══ Data in this exercise

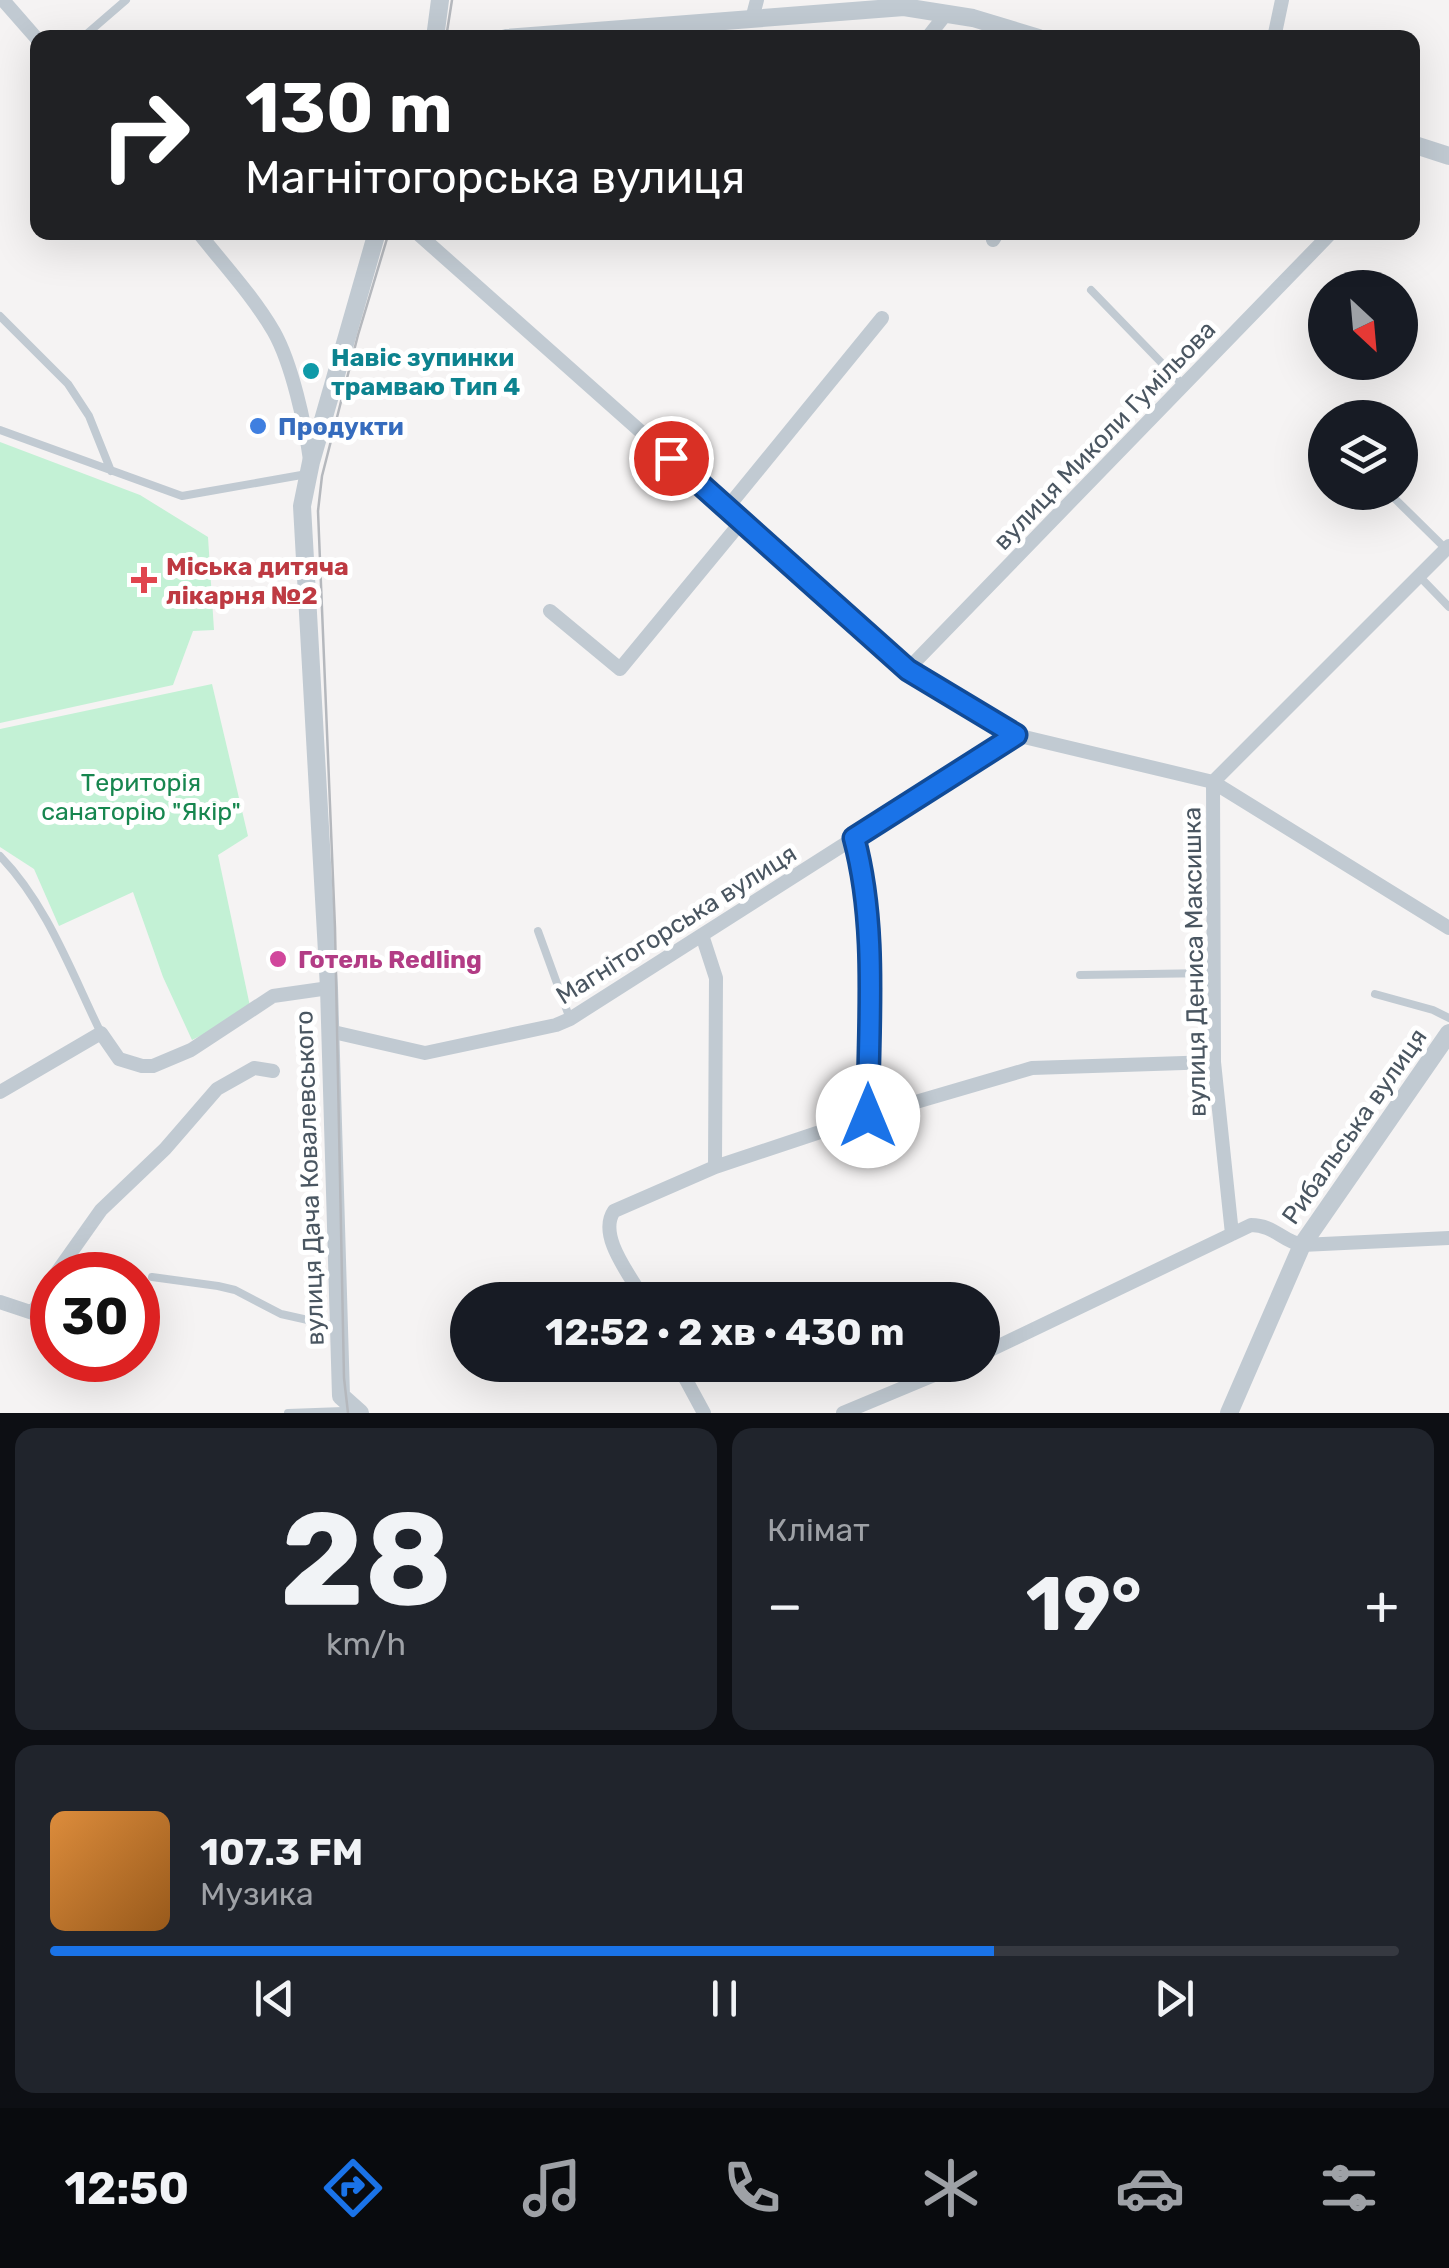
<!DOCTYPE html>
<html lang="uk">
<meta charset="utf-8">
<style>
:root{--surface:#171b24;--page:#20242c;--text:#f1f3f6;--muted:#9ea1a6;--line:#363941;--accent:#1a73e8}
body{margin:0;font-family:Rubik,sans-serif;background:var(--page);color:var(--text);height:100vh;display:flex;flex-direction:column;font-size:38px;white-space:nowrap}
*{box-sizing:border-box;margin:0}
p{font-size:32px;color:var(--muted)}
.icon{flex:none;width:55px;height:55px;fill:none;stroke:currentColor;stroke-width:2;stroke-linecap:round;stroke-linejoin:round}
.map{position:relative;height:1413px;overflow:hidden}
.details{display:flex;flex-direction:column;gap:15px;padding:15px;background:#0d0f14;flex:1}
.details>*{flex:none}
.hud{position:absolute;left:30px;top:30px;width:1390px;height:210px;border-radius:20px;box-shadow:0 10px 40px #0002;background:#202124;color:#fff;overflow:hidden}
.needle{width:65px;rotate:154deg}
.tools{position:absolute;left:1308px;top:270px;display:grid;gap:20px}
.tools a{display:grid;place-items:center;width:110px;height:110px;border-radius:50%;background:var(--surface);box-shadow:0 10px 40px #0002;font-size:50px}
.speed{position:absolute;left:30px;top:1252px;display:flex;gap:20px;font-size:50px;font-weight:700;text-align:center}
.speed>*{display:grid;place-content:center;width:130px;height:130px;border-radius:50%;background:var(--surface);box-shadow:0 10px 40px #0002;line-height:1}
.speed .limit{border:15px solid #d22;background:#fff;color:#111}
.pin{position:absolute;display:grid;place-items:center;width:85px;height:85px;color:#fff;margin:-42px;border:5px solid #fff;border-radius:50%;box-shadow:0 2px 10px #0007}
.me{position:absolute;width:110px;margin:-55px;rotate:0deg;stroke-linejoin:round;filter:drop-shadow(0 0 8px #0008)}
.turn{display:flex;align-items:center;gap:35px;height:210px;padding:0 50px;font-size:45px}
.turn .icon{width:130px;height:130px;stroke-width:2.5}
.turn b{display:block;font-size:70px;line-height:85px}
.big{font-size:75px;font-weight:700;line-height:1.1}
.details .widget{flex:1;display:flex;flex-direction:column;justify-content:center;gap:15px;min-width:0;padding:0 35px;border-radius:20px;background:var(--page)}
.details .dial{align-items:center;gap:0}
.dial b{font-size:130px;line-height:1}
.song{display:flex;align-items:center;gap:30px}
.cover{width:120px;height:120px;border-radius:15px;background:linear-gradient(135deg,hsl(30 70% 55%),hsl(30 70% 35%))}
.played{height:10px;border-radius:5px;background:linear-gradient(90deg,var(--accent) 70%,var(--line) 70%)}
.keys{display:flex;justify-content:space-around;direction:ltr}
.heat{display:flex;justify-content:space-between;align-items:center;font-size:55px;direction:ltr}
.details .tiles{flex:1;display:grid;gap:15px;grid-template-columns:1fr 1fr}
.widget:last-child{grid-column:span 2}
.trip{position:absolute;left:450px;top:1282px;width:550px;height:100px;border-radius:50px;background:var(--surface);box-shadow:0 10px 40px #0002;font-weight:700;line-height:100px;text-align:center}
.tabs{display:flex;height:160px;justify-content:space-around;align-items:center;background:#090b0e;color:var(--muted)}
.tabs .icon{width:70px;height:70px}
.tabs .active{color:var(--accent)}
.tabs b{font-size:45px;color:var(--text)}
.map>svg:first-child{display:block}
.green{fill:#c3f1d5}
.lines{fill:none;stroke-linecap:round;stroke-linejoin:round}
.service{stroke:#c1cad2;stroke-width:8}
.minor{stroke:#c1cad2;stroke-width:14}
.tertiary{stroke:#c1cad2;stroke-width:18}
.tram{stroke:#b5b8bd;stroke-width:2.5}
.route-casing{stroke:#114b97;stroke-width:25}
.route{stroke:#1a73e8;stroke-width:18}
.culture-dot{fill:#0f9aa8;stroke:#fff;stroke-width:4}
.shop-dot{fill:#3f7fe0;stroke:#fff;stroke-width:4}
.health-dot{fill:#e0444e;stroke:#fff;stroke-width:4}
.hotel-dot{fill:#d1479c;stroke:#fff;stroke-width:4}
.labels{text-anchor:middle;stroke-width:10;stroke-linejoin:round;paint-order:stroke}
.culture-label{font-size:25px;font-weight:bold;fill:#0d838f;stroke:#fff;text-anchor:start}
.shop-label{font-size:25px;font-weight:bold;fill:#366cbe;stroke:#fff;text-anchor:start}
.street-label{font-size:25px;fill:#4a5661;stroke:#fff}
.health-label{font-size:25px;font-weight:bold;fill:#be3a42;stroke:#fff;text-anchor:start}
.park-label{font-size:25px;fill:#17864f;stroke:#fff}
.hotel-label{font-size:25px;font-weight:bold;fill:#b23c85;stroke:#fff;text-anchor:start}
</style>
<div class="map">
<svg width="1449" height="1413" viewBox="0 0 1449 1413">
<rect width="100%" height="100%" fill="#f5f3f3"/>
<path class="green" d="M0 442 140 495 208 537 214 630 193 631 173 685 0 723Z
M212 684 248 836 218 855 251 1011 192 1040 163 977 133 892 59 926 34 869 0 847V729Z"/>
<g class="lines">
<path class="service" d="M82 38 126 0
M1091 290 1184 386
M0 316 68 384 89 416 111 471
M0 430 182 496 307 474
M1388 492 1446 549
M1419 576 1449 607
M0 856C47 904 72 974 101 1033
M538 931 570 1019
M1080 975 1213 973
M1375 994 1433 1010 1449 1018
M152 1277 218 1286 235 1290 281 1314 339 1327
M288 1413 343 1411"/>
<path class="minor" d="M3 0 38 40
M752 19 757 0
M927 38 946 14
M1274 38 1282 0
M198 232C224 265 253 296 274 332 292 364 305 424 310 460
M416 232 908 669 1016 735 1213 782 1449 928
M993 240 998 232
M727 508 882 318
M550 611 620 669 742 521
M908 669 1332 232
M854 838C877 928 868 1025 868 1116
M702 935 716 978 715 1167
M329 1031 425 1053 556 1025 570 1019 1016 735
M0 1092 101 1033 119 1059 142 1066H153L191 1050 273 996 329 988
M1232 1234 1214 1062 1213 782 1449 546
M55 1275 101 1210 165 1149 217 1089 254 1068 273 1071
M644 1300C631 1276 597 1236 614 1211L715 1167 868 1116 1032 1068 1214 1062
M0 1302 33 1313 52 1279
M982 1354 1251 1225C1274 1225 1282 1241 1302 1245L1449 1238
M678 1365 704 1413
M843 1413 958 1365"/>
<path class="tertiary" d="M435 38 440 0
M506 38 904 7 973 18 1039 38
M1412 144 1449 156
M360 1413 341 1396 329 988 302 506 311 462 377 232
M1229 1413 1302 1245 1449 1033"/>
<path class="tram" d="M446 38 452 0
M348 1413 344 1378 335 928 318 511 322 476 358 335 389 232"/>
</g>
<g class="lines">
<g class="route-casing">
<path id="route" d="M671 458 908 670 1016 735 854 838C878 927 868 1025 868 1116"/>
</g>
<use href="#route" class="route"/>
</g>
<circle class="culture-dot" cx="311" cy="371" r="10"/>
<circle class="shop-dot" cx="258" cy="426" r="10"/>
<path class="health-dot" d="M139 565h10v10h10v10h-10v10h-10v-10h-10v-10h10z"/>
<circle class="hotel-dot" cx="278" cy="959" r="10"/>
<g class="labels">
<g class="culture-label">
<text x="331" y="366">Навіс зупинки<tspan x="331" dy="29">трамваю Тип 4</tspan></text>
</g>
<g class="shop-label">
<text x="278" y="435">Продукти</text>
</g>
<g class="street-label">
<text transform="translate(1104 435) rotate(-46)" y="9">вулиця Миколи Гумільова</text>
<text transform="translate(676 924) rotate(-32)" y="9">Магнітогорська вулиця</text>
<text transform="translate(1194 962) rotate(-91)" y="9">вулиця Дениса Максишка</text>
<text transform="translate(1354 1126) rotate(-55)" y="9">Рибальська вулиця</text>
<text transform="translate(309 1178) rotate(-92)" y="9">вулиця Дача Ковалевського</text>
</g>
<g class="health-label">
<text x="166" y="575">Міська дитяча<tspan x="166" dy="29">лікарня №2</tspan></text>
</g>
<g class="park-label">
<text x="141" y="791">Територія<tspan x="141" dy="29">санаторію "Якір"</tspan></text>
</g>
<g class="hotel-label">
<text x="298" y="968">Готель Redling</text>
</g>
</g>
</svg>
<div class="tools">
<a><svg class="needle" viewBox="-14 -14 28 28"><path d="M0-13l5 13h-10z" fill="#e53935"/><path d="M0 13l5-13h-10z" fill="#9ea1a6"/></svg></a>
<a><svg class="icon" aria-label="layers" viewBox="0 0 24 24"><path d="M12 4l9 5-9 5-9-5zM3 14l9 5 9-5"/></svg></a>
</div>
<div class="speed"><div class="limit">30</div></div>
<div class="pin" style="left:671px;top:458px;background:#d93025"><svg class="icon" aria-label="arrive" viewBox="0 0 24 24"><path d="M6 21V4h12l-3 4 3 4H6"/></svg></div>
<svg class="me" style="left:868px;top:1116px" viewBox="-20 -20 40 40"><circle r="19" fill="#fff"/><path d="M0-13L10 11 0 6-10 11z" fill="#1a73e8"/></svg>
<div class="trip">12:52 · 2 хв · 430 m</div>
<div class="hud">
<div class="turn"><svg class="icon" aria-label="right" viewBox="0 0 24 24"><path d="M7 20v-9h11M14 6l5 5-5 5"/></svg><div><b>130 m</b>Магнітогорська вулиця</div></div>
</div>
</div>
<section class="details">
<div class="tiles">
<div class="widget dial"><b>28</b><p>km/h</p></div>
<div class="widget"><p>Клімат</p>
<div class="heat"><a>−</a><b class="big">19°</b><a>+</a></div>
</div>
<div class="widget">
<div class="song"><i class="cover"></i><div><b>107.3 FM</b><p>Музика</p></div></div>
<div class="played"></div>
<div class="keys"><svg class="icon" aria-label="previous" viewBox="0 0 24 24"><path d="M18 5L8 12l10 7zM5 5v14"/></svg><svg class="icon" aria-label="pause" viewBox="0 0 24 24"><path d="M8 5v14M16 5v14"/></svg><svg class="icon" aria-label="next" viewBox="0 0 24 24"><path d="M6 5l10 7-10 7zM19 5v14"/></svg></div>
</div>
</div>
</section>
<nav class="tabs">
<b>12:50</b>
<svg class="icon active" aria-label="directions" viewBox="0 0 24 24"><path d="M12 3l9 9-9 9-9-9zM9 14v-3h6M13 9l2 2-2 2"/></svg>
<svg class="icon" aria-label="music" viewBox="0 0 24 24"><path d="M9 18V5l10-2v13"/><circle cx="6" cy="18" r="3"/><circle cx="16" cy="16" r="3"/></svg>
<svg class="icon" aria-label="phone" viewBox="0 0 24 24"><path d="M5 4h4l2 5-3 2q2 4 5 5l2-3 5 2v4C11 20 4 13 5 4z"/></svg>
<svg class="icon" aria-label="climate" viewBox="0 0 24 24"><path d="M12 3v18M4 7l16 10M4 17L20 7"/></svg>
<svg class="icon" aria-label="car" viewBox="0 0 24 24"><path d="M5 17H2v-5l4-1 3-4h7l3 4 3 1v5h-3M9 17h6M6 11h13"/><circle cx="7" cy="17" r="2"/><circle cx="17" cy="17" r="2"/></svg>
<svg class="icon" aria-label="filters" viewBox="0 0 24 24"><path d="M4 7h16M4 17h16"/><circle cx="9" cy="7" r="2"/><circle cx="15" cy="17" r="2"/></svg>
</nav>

════

## About this task
The word is "song". Copy every line above where it appears.

## Task response
.song{display:flex;align-items:center;gap:30px}
<div class="song"><i class="cover"></i><div><b>107.3 FM</b><p>Музика</p></div></div>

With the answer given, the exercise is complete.